Tick scalpers cause prices to pop up and down a few ticks and their net impact on the direction of the market is neutral. Generally speaking, tick traders will exit their positions when the market moves in their favor a few ticks. Other tick traders expect this and will fade such moves causing any move to pullback just a bit. These two groups of traders are tick chasers and tick faders respectively.
When the market activity is dominated by the above kinds of traders, bars tend to have small bodies and have tails on both ends (dojis). When many successive bars are dojis, any trend trading is likely to be lower probability. Occasionally, the move out of this area is strong enough to result in a trend in either direction.
When traders take positions and stand their ground and tick traders are unable to create tails at the ends of the bars, the likelihood of a strong entry bar and a sustained move are higher. Therefore bars like b12 and b9 are likely to be winning setups, i.e., respect stops and go at least as far as the signal bar before.

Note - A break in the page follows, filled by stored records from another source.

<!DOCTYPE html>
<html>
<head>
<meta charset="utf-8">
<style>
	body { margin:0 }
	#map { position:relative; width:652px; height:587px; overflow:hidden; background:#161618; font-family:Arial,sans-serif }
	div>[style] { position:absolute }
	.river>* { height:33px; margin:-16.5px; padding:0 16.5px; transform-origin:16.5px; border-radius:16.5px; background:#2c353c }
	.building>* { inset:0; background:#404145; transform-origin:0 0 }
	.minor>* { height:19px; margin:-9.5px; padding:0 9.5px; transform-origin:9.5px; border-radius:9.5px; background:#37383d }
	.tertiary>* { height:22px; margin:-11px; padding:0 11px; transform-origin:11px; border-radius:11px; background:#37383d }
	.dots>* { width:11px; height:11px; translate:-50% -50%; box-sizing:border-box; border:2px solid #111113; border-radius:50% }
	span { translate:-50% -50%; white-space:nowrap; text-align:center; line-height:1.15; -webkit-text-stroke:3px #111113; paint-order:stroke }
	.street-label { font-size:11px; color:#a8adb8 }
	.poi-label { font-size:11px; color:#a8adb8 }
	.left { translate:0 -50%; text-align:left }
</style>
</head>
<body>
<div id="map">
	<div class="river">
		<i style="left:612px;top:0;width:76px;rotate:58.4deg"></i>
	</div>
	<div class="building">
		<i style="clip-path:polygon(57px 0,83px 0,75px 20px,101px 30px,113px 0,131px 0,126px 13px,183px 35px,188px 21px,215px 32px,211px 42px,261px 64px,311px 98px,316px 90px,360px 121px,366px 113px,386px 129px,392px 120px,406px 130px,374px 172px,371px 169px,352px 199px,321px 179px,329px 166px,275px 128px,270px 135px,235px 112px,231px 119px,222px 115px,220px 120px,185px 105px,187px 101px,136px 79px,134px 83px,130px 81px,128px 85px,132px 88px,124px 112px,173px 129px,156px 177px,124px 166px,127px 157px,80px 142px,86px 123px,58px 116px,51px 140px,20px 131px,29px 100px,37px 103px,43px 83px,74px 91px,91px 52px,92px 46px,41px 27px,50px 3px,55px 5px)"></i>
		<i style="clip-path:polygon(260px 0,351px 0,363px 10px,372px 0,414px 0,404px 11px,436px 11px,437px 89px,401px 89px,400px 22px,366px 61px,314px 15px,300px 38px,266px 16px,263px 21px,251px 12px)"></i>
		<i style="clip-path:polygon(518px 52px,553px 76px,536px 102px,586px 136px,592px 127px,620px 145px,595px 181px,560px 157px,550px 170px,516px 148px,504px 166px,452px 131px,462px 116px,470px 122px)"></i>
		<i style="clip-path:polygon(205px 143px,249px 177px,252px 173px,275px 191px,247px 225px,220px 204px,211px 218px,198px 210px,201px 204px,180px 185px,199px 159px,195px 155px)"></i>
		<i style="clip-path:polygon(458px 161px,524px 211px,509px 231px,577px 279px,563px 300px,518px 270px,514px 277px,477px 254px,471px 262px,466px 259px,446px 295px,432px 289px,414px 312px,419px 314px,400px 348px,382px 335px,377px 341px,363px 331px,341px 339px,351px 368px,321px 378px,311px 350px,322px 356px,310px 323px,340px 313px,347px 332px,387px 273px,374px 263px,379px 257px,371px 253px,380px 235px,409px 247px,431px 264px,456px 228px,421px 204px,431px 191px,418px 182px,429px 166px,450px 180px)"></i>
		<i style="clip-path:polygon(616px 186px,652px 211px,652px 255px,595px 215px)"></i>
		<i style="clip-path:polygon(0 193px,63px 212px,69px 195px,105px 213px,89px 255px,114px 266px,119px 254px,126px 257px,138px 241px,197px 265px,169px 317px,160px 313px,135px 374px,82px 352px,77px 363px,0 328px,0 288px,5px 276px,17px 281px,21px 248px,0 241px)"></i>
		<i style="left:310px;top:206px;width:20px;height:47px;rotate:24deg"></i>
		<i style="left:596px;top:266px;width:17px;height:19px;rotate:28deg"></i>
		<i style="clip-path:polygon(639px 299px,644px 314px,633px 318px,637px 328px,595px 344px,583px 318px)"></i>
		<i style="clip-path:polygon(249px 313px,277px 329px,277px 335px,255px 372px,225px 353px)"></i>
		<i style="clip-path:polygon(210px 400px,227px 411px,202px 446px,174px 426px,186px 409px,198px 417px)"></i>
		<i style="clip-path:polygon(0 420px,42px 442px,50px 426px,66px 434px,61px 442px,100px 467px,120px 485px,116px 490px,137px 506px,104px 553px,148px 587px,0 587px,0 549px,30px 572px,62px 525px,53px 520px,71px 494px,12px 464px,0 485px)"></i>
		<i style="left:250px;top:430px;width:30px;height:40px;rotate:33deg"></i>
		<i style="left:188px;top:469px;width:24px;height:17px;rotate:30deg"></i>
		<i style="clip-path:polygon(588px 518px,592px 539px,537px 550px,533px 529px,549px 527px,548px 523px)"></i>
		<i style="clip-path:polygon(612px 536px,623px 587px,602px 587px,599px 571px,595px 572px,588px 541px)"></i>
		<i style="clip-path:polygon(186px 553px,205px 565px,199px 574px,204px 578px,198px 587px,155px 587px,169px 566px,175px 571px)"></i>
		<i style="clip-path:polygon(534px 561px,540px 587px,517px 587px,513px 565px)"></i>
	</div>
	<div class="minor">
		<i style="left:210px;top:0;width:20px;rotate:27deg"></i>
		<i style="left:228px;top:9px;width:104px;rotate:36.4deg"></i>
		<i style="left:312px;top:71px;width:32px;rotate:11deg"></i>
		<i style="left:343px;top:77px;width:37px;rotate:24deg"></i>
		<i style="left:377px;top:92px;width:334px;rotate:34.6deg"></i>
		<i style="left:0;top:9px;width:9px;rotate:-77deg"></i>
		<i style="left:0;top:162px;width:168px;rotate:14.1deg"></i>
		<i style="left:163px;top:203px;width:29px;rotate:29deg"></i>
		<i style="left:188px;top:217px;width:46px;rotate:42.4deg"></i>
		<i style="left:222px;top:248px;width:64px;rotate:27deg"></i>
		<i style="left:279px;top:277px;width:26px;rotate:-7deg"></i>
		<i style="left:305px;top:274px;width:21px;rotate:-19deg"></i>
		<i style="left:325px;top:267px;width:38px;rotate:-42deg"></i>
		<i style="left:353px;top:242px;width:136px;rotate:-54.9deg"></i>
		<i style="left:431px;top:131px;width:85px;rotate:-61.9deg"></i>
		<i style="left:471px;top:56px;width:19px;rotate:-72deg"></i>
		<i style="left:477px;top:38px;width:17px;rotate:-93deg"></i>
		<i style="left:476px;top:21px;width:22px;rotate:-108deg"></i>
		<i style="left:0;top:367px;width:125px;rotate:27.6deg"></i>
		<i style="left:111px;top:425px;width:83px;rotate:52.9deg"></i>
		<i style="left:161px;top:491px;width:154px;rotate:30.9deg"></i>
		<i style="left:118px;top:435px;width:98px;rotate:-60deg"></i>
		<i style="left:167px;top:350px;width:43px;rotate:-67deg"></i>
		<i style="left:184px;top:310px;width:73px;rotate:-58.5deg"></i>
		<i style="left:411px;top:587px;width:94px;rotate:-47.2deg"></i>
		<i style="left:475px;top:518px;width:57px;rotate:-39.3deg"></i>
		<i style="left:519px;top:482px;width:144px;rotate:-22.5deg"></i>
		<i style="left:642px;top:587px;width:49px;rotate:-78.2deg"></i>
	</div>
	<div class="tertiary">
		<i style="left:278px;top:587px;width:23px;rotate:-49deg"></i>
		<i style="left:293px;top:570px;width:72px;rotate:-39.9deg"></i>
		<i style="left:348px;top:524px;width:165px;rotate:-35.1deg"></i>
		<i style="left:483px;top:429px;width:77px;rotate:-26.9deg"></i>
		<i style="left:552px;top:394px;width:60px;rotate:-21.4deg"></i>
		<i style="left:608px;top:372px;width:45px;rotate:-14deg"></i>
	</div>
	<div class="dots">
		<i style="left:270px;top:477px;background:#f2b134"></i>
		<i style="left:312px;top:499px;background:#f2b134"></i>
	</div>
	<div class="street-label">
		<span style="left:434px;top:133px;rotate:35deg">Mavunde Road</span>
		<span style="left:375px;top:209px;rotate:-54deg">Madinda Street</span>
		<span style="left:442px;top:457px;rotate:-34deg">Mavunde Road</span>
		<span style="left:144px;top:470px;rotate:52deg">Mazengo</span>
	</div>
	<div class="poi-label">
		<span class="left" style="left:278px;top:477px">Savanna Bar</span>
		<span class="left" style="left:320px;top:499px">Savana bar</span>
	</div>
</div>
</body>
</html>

A strong close therefore is a very good indicator of a good with-trend setup given the market is at a good location and has a tradable pattern.
Note the exceptions to this rule:
- A large overlap (b22,23) is likely to invite faders. You should treat the OL like a TR and take a BP or fBO of the overlap
- Inside bars, especially large inside bars are also overlaps and their breakout is likely to fail or at least require a large stop. Small inside bars (smaller than your stop) are usually OK. Inside bars that setup a fade of a much larger overlap are often OK (b9, b24)
- When the market enters a channel (b37-66), all signal bars are likely to be poor but the move can be protracted.